Delbert J. Eatough, who will use his instruments in an Environmental Protection Agency (EPA)-funded study in Salt Lake City, says his new air-sampling devices capture pollutants smaller than a fraction of a human hair, particles that other instruments miss.
“The bottom line is we know these particles are harmful, but we don’t know why,” says Eatough, who begins the three-year study this fall. “Our current focus is to try to determine what makes these smaller particles so harmful.”
Tighter air pollution standards approved by the EPA in the last two years have made current pollution samplers obsolete, creating a need for more sensitive instruments, says Eatough. Until now, much of the volatile, potentially harmful material in air-pollution particles has escaped detection because older instruments were designed to catch the stable parts of particles, he says.
A test of his instruments against older ones two years ago in Riverside, Calif., showed that 40 percent of the mass of smaller air particles escaped as a gas when using older devices. But Eatough’s new instruments were able to trap the entire sample, allowing for an analysis of its complete chemical composition.
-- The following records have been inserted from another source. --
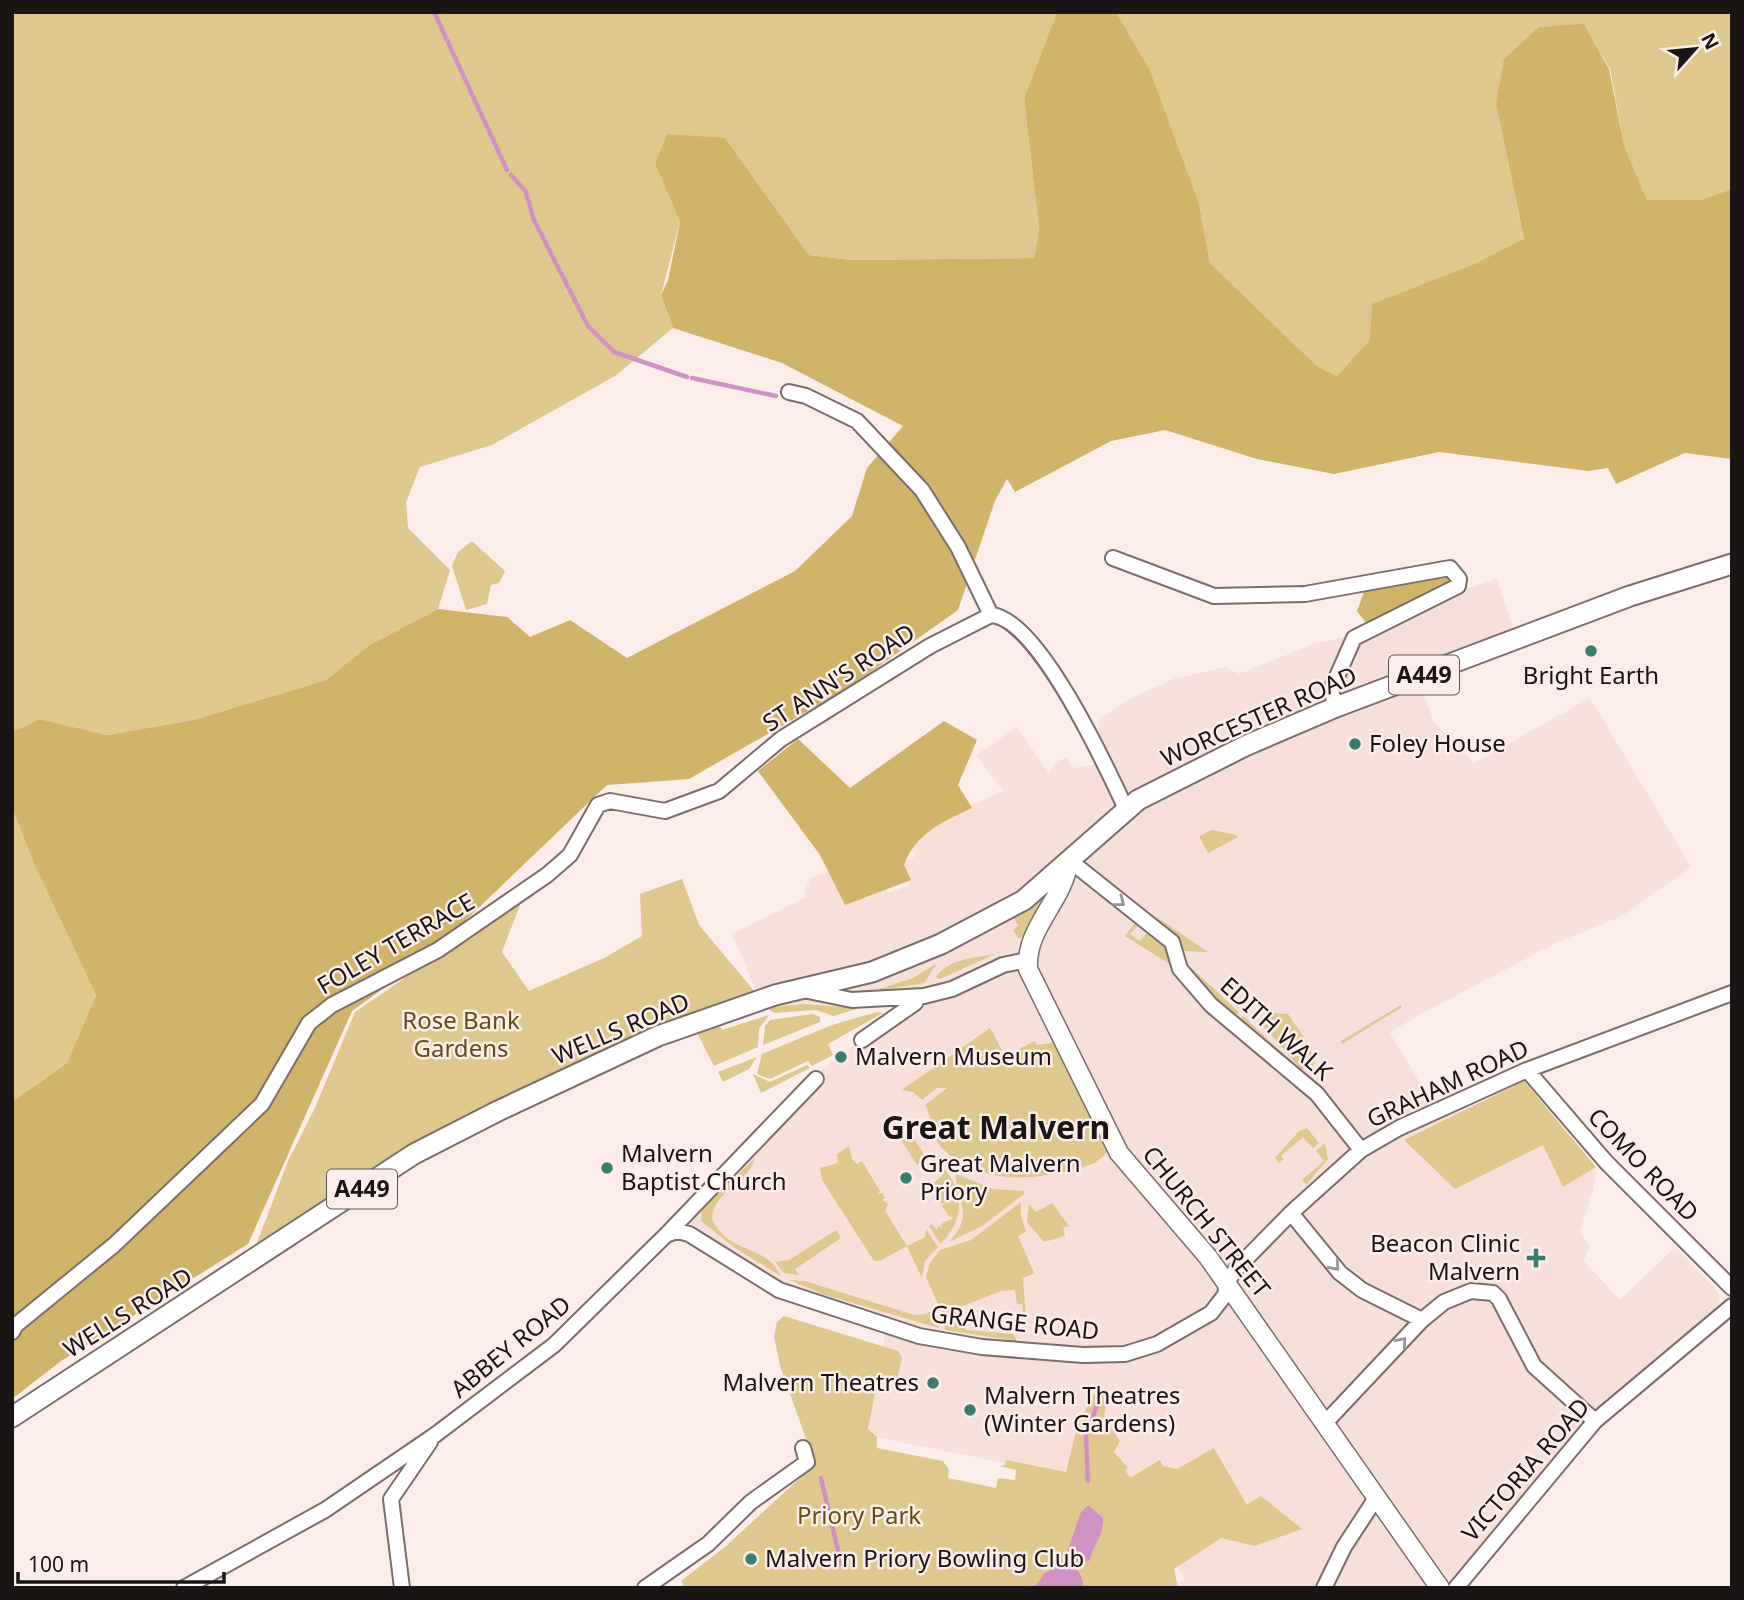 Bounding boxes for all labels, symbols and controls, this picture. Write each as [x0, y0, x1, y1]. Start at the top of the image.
north arrow [1660, 14, 1730, 84]
text: N [1695, 28, 1725, 54]
street label: ST ANN'S ROAD [756, 615, 921, 738]
marker: Bright Earth [1583, 643, 1599, 659]
road number: A449 [1389, 656, 1459, 694]
street label: WORCESTER ROAD [1155, 658, 1362, 774]
place label: Bright Earth [1523, 658, 1659, 691]
place label: Foley House [1369, 726, 1506, 759]
marker: Foley House [1347, 736, 1363, 752]
street label: FOLEY TERRACE [310, 884, 480, 1001]
one-way arrow [1113, 893, 1125, 906]
street label: EDITH WALK [1214, 969, 1340, 1087]
street label: WELLS ROAD [547, 984, 694, 1071]
park label: Rose Bank Gardens [402, 1003, 520, 1064]
street label: GRAHAM ROAD [1361, 1031, 1534, 1135]
place label: Malvern Museum [855, 1039, 1052, 1072]
marker: Malvern Museum [833, 1049, 849, 1065]
street label: COMO ROAD [1581, 1100, 1707, 1228]
district label: Great Malvern [882, 1105, 1110, 1148]
place label: Malvern Baptist Church [621, 1136, 787, 1197]
street label: CHURCH STREET [1136, 1138, 1279, 1304]
place label: Great Malvern Priory [920, 1146, 1081, 1207]
marker: Malvern Baptist Church [599, 1160, 615, 1176]
road number: A449 [327, 1170, 397, 1208]
marker: Great Malvern Priory [898, 1170, 914, 1186]
place label: Beacon Clinic Malvern [1370, 1226, 1520, 1287]
marker: Beacon Clinic Malvern [1526, 1248, 1546, 1268]
one-way arrow [1327, 1258, 1339, 1271]
street label: WELLS ROAD [56, 1259, 198, 1364]
street label: ABBEY ROAD [443, 1287, 577, 1405]
street label: GRANGE ROAD [929, 1296, 1101, 1347]
one-way arrow [1394, 1338, 1406, 1351]
place label: Malvern Theatres [723, 1365, 919, 1398]
marker: Malvern Theatres [925, 1375, 941, 1391]
place label: Malvern Theatres (Winter Gardens) [984, 1378, 1180, 1439]
street label: VICTORIA ROAD [1453, 1390, 1596, 1548]
marker: Malvern Theatres (Winter Gardens) [962, 1402, 978, 1418]
park label: Priory Park [797, 1498, 921, 1531]
scale bar [18, 1540, 224, 1584]
place label: Malvern Priory Bowling Club [765, 1541, 1084, 1574]
text: 100 m [28, 1550, 89, 1578]
marker: Malvern Priory Bowling Club [743, 1551, 759, 1567]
Perhaps the biggest difference between Eatough’s instruments and others is their ability to separate and account for the variety of particles in the air. Combining an earlier sampling system developed at BYU with a particle concentrator developed at Harvard University, the instruments can more completely analyze the sample, with less speculation and error than with other instruments, says Eatough.
“By switching the standard from coarse to fine particles, the focus for studying pollution changed,” he says. “Air-pollution studies used to include windblown dust and rock grinding emissions as well as automobile and combustion emissions. Now the focus is only on material formed by combustion emissions, specifically those of vehicles and manufacturing. Researchers believe these areas are the cause of many health problems.”
Eatough’s new methods and instruments, along with his findings on the Riverside test, were published earlier this year in Atmospheric Environment, a leading journal on atmospheric studies. The EPA has awarded Eatough a grant to study Salt Lake City’s semi-volatile air particles for the next three years.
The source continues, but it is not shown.